At this particular location, I found prairie and a food plot for wildlife (standing corn from last year) on the public ground. At the base of a nearby slope was a wet area, bisected by the fence marking the property line between county land and a recently-plowed farm field. This fence ran straight through what I believe was historically a wetland. On one side, we had grass, mostly matted down and silted; a layer of algae, mostly dried and bleached white. In the farm field on the other side, we had…mud. Black, rich, well-plowed mud. Deer and bird prints dot the sticky wet surface.

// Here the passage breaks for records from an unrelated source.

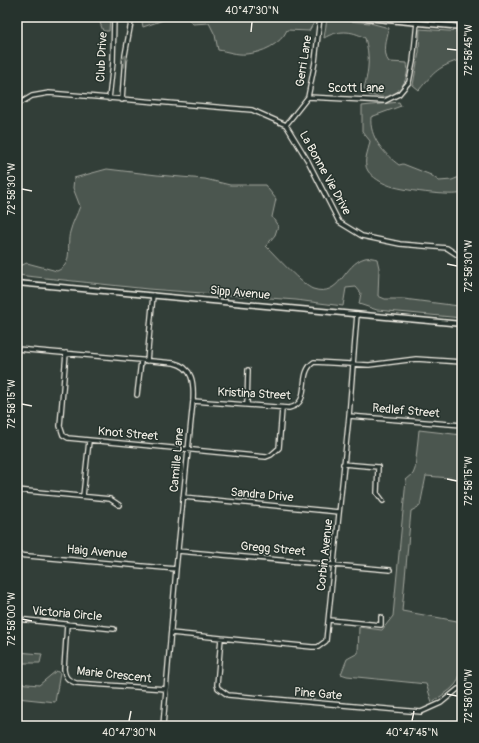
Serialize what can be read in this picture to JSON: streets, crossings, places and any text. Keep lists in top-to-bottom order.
{
  "streets": {
    "street": [
      "Club Drive",
      "Gerri Lane",
      "Scott Lane",
      "La Bonne Vie Drive",
      "Sipp Avenue",
      "Kristina Street",
      "Redlef Street",
      "Knot Street",
      "Camille Lane",
      "Sandra Drive",
      "Gregg Street",
      "Haig Avenue",
      "Corbin Avenue",
      "Victoria Circle",
      "Marie Crescent",
      "Pine Gate"
    ]
  },
  "crossings": [
    ["Club Drive", "La Bonne Vie Drive"],
    ["Gerri Lane", "Scott Lane"],
    ["Gerri Lane", "La Bonne Vie Drive"],
    ["Sipp Avenue", "Corbin Avenue"],
    ["Kristina Street", "Knot Street"],
    ["Kristina Street", "Camille Lane"],
    ["Kristina Street", "Corbin Avenue"],
    ["Redlef Street", "Corbin Avenue"],
    ["Knot Street", "Camille Lane"],
    ["Camille Lane", "Sandra Drive"],
    ["Camille Lane", "Gregg Street"],
    ["Camille Lane", "Haig Avenue"],
    ["Camille Lane", "Corbin Avenue"],
    ["Camille Lane", "Marie Crescent"],
    ["Sandra Drive", "Corbin Avenue"],
    ["Gregg Street", "Corbin Avenue"],
    ["Corbin Avenue", "Pine Gate"],
    ["Victoria Circle", "Marie Crescent"]
  ],
  "coordinates": [
    "40°47'30\"N",
    "72°58'45\"W",
    "72°58'30\"W",
    "72°58'15\"W",
    "72°58'00\"W",
    "40°47'45\"N"
  ]
}
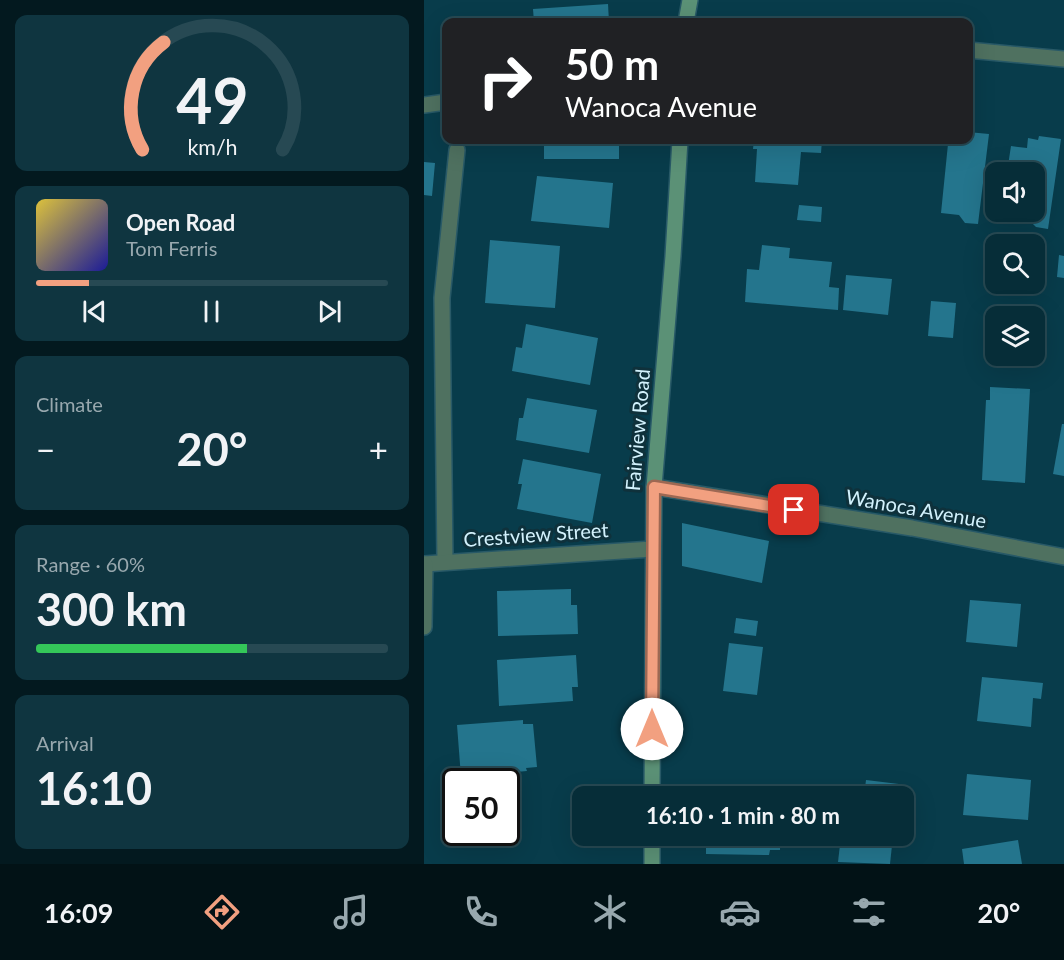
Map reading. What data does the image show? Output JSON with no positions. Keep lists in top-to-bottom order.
{
  "streets": {
    "main road": ["Fairview Road"],
    "street": ["Wanoca Avenue", "Crestview Street"]
  },
  "crossings": [
    ["Fairview Road", "Wanoca Avenue"],
    ["Fairview Road", "Crestview Street"]
  ],
  "page": {
    "turn": ["50 m", "Wanoca Avenue"],
    "song": ["Open Road", "Tom Ferris"],
    "tile": [
      "Climate",
      ["Range · 60%", "300 km"],
      ["Arrival", "16:10"]
    ],
    "heat": ["−", "20°", "+"],
    "limit": "50",
    "trip": "16:10 · 1 min · 80 m",
    "tabs": ["16:09", "20°"],
    "gauge": ["49", "km/h"]
  }
}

Back on the public ground, at a similar elevation, I noted a wet area bisected by tire tracks. The vehicle had obviously sank low in this other wet spot, leaving deep ruts from the tires. A few scattered wetland plants (sedges, dock, cocklebur) grew from the bare mud. In the deep tire ruts, in the open water, swam familiar amphibian larvae.
“But Paul,” you say. “How can those tadpoles/pollywogs survive when that water dries up, as it soon surely must?” Indeed, these little black tadpoles must develop quickly—and so they do! Unlike our frog tadpoles which can stay larval for years, these American Toads (Anaxyrus americanus) will grow legs, lose their tail, and leave the water in perhaps two months.

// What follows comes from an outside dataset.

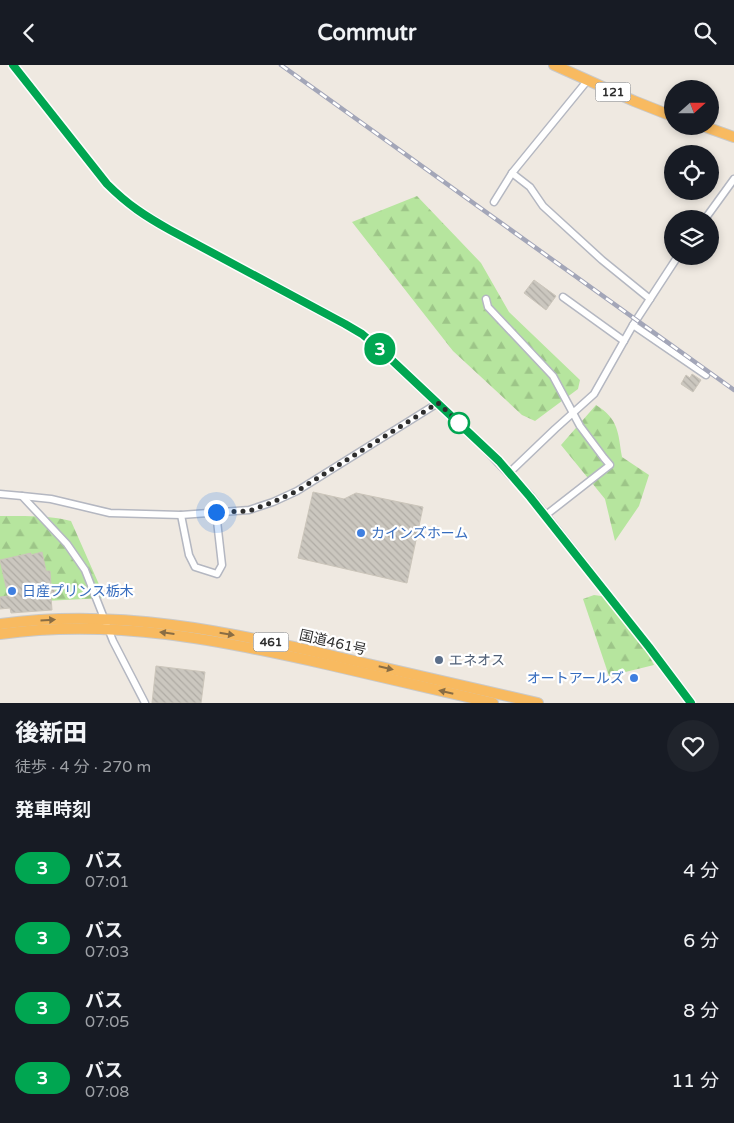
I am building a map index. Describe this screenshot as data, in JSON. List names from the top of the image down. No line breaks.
{"streets":{"highway":["121","461","国道461号"]},"places":["カインズホーム","日産プリンス栃木","エネオス","オートアールズ"],"lines":["bus line 3"],"north":"right","page":{"header":"Commutr","on_map":"3","heading":[["後新田","徒歩 · 4 分 · 270 m"],"発車時刻"],"list":[{"mark":"3","name":"バス","note":"07:01","value":"4 分"},{"mark":"3","name":"バス","note":"07:03","value":"6 分"},{"mark":"3","name":"バス","note":"07:05","value":"8 分"},{"mark":"3","name":"バス","note":"07:08","value":"11 分"}]}}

So, this might be a challenging place to live. A short-lived “emphemeral” habitat with standing water for a few weeks to (at most) months. It’s also likely that historically, the spot would flood some years and not others—we’ve discussed variable or intermittent hydrology in other posts. This naturally-variable habitat has then, at this spot, been modified by humans—thus adding new challenges to the ecosystem. We might even ask, have we in some sense “broken” the system beyond repair, or could it somehow still function, ecologically? Despite whatever modifications we make to the habitat…the memory of wetland persists. The soil characteristics, the soggy conditions, and the biota all remember. Insects, algae, and even amphibians can successfully inhabit this place. These are memories worth preserving, and when possible, recalling and celebrating.